__Directions for this task__: Return the data that follows exactly as it appears. Pictures do not belong in the copy.

__Available data__:
--------------------------------

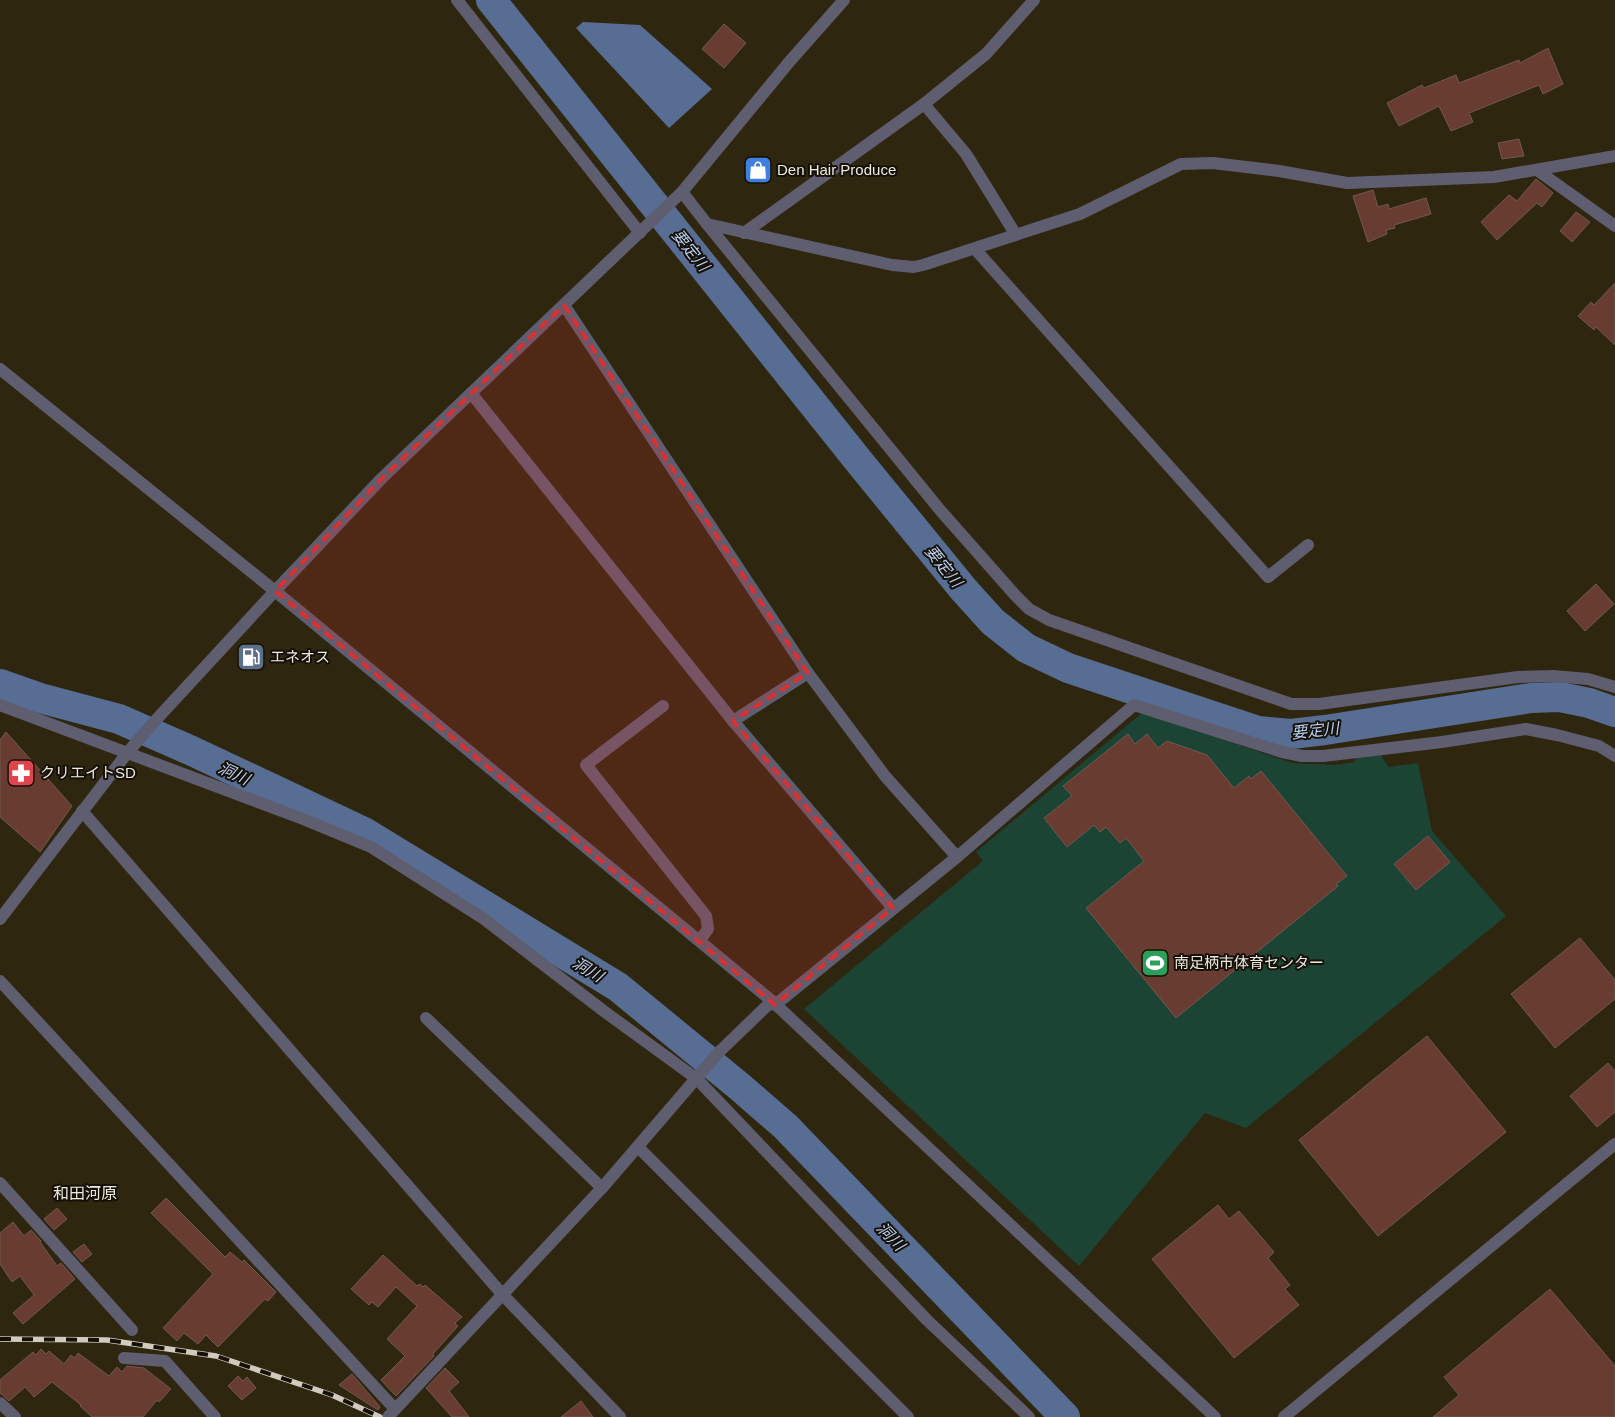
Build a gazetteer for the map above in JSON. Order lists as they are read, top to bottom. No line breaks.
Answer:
{"districts":["和田河原"],"water":["要定川","洞川"],"places":{"shop":["Den Hair Produce"],"fuel station":["エネオス"],"pharmacy":["クリエイトSD"],"sports":["南足柄市体育センター"]}}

--------------------------------

__Solution for this exercise__:
Build a gazetteer for the map above in JSON. Order lists as they are read, top to bottom. No line breaks.
Answer:
{"districts":["和田河原"],"water":["要定川","洞川"],"places":{"shop":["Den Hair Produce"],"fuel station":["エネオス"],"pharmacy":["クリエイトSD"],"sports":["南足柄市体育センター"]}}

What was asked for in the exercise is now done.